Saved data entries:
▬▬▬▬▬▬▬▬▬▬

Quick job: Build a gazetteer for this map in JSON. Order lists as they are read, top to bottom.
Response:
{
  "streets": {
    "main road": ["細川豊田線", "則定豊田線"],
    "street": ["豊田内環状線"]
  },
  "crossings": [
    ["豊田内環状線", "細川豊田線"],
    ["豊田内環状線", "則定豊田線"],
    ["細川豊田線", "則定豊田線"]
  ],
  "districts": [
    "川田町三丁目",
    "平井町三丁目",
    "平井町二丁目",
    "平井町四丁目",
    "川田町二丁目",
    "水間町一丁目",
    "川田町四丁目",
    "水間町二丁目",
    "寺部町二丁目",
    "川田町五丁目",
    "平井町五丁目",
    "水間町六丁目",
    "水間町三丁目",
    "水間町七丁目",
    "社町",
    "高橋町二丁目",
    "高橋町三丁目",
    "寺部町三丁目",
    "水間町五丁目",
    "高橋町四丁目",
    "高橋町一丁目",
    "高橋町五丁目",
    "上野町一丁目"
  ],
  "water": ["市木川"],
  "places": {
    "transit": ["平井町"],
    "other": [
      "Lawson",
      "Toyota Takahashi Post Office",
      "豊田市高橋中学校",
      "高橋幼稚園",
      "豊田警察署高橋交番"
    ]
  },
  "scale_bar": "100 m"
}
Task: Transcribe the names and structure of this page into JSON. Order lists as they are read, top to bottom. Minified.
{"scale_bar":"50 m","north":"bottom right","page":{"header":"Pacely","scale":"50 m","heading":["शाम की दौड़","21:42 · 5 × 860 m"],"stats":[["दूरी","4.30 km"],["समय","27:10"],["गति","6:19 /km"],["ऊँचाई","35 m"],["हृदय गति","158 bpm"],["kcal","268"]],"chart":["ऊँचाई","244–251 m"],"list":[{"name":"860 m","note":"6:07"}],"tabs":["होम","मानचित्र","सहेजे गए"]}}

▬▬▬▬▬▬▬▬▬▬

■ **THE PROBLEM**:
Exactly what appears above must be set down again in full.

■ **SOLVED EXERCISE**:
Quick job: Build a gazetteer for this map in JSON. Order lists as they are read, top to bottom.
Response:
{
  "streets": {
    "main road": ["細川豊田線", "則定豊田線"],
    "street": ["豊田内環状線"]
  },
  "crossings": [
    ["豊田内環状線", "細川豊田線"],
    ["豊田内環状線", "則定豊田線"],
    ["細川豊田線", "則定豊田線"]
  ],
  "districts": [
    "川田町三丁目",
    "平井町三丁目",
    "平井町二丁目",
    "平井町四丁目",
    "川田町二丁目",
    "水間町一丁目",
    "川田町四丁目",
    "水間町二丁目",
    "寺部町二丁目",
    "川田町五丁目",
    "平井町五丁目",
    "水間町六丁目",
    "水間町三丁目",
    "水間町七丁目",
    "社町",
    "高橋町二丁目",
    "高橋町三丁目",
    "寺部町三丁目",
    "水間町五丁目",
    "高橋町四丁目",
    "高橋町一丁目",
    "高橋町五丁目",
    "上野町一丁目"
  ],
  "water": ["市木川"],
  "places": {
    "transit": ["平井町"],
    "other": [
      "Lawson",
      "Toyota Takahashi Post Office",
      "豊田市高橋中学校",
      "高橋幼稚園",
      "豊田警察署高橋交番"
    ]
  },
  "scale_bar": "100 m"
}
Task: Transcribe the names and structure of this page into JSON. Order lists as they are read, top to bottom. Minified.
{"scale_bar":"50 m","north":"bottom right","page":{"header":"Pacely","scale":"50 m","heading":["शाम की दौड़","21:42 · 5 × 860 m"],"stats":[["दूरी","4.30 km"],["समय","27:10"],["गति","6:19 /km"],["ऊँचाई","35 m"],["हृदय गति","158 bpm"],["kcal","268"]],"chart":["ऊँचाई","244–251 m"],"list":[{"name":"860 m","note":"6:07"}],"tabs":["होम","मानचित्र","सहेजे गए"]}}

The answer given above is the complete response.